Layton Brothers: Mystery Room (Note: Japanese: Reiton Burazāzu Misuterī Rūmu (レイトンブラザーズ・ミステリールーム)) is a puzzle adventure video game for iOS and Android, published by Level-5. It is a spin-off of the Professor Layton series, following rookie investigator Lucy Baker, who works with genius detective Alfendi Layton, son of Hershel Layton, in a special department of Scotland Yard's crime investigation unit known as the "Mystery Room". The game was released in Japan on September 21, 2012, and in English on June 27, 2013. An Android version was released on September 5, 2013.

After being mentioned in 2017's Layton's Mystery Journey, Lucy Baker and Alfendi Layton cameo in the final episode of the 2018–2019 anime series Layton Mystery Tanteisha: Katori no Nazotoki File.

== Story ==
The game is told from the perspective of newly minted detective constable Lucy Baker, who begins her new job at New Scotland Yard's "Mystery Room", a department of the Serious Crime Division that solves the cases no one else can. Working with Alfendi Layton, a brilliant but reportedly "unstable" investigator, Lucy discovers that he has a dissociative identity disorder over which he has no control. His alternate persona, which Lucy nicknames "Potty Prof", exhibits a largely uninhibited and sometimes vicious personality with a performative flair, professing an admiration of skilful criminals and the "beauty" of a clever murder, but holding a cold and unforgiving attitude towards the fates of perpetrators.

=== Plot ===
Arriving at Scotland Yard on her first day, detective constable Lucy Baker is advised by the Commissioner and his Deputy of her posting to a department of the Serious Crime Division nicknamed the "Mystery Room" as assistant to inspector Alfendi Layton, an apparent genius investigator. Upon their meeting, Alfendi has Lucy work alongside him to remotely solve the murder of a young woman at a seaside resort as a test. Managing to prove herself, the pair begin work together in earnest, solving a new case involving the death of a stay-at-home husband. During their inquiries, Lucy discovers that Alfendi has a "split personality", encountering his "deranged persona" for the first time in the middle of a climactic interrogation.

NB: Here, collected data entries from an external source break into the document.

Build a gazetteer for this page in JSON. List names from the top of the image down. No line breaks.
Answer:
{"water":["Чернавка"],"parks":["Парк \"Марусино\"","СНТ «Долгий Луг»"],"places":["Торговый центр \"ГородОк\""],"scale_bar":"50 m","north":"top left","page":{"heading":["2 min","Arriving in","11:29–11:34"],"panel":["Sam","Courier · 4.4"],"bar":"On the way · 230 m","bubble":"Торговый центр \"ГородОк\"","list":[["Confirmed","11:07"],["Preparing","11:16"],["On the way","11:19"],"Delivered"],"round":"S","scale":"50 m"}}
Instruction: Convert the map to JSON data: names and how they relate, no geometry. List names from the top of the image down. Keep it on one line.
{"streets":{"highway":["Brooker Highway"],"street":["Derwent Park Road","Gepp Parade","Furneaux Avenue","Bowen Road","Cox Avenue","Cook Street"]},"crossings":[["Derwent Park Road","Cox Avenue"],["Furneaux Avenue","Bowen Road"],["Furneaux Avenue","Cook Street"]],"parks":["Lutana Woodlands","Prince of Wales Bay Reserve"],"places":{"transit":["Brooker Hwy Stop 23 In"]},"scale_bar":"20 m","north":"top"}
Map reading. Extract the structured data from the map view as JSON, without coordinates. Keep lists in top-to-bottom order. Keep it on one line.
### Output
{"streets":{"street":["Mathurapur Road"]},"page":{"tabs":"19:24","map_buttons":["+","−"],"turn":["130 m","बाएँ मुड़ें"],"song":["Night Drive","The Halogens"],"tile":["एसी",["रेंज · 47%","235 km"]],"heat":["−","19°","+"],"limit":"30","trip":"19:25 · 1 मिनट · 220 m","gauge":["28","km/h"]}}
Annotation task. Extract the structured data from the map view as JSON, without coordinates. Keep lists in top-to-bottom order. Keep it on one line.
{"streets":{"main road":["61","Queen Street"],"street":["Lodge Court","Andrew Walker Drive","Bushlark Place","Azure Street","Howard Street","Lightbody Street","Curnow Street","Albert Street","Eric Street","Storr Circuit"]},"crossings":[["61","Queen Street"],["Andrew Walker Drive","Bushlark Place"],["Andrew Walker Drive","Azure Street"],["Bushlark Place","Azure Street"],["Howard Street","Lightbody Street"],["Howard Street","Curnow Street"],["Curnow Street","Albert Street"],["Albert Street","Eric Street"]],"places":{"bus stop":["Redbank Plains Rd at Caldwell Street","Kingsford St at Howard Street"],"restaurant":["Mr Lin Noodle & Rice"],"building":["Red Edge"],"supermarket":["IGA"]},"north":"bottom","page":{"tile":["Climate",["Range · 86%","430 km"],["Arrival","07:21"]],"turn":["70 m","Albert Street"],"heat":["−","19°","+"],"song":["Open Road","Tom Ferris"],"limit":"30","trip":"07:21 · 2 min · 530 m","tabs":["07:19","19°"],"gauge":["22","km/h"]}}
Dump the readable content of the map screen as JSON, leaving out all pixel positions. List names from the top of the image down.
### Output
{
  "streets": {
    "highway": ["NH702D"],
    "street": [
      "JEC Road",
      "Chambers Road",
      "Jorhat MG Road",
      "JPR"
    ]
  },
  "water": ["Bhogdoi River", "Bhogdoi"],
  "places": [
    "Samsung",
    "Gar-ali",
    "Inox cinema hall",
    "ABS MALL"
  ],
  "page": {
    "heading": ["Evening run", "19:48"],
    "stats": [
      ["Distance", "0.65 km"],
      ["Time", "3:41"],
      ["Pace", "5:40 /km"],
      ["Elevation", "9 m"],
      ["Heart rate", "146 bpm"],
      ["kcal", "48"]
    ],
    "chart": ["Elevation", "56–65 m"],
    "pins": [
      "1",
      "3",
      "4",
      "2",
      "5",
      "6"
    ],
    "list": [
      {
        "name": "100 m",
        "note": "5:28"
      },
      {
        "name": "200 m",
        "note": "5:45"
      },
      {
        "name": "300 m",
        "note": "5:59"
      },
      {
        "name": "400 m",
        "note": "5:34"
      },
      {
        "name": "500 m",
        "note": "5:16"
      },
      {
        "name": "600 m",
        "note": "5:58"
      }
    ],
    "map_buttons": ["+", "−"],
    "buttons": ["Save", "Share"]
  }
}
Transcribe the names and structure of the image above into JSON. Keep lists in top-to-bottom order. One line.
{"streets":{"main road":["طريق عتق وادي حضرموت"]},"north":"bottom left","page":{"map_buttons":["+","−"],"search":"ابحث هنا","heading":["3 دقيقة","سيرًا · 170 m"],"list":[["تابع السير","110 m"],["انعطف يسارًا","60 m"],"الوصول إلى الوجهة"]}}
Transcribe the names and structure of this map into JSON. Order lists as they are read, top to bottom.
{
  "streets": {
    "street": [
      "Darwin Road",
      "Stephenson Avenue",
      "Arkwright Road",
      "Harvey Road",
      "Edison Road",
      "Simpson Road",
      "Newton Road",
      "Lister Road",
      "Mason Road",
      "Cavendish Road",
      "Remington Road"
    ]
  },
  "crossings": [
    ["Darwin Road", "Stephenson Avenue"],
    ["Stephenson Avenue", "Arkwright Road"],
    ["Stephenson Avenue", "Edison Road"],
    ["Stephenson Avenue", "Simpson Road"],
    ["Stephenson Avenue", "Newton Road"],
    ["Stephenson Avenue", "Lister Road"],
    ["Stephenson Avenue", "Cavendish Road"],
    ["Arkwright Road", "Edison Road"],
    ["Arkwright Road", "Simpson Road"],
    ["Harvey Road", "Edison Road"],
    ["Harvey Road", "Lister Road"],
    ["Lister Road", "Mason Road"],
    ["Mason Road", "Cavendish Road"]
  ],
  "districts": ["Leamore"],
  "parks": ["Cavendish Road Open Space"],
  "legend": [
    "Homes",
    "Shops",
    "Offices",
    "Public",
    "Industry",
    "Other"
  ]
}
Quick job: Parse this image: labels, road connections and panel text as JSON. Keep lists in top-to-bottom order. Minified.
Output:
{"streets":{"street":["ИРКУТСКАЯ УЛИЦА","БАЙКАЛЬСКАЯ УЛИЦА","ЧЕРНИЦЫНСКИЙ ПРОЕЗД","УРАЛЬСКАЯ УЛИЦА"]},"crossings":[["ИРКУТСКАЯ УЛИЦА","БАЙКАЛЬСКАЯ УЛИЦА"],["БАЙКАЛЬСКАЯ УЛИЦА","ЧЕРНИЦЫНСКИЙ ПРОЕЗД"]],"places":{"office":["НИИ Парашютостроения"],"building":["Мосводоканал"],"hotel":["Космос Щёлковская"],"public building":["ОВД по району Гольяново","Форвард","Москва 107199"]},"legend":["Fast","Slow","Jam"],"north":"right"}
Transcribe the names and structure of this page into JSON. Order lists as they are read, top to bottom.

After investigating the public shooting of a popular stage actress at the request of Alfendi's old partner, Justin Lawson, the duo set about examining a new case, an alleged "supernatural" locked room murder of an archaeologist in South America, who was rumored to have been the target of the curse of a (now stolen) stone idol he had uncovered. They discover that the killer is actually Chico Careta, a local guide, and that he was manipulated into the crime, and used as a scapegoat, by his fiancée, Mariana Etista. Reasoning that, upon discovering that Scotland Yard were reopening the case, she sent Chico to England to take the fall, the pair are forced to defer the case's closure so long as she remains on the run. A further slaying, that of a popular DJ at a radio station, also successfully resolved, the pair receive a personal request from the Commissioner to look into the deaths of a group of mafia members. The manner of their deaths all seem to be copycat murders based on the "Jigsaw Puzzle Killings", a 26 victim serial killing from four years ago that was never made public knowledge. Alfendi and Lucy ultimately deduce that one of the mafia members killed the others alongside an unknown female accomplice, only to be betrayed by her and himself killed.

Some time later, Alfendi is alerted by Hilda Pertinax, an Interpol investigator he has history with, that Mariana Etista's whereabouts have been traced to a safe house in England, prompting the duo to make their first expedition outside of their offices. Upon uncovering Mariana's hiding place, it is revealed that her true identity is that of Diane Makepeace, the daughter of the Jigsaw Puzzle serial killer, Keelan Makepeace, who has followed in her father's footsteps and become an equally brutal murderer. She reveals herself as the one who orchestrated the mafia murders, and expresses a deep hatred for Alfendi, accusing him of "murdering" her father during a confrontation four years ago.

Diane manages to escape, and sends an invitation to Alfendi to visit Forbodium Castle, where Al and her father had their fateful showdown four years ago. Arriving in pursuit of Alfendi, Lucy and Hilda are separated, and Lucy is locked in a room by Diane, who forces her to solve a reenactment of a murder in order to escape. Upon solving it, Diane tells Lucy that this was her father's first killing; Keelan had once told her he had help inside the police, someone who destroyed vital evidence in that particular case. Lucy is shocked to discover the investigator in charge of the case was Alfendi.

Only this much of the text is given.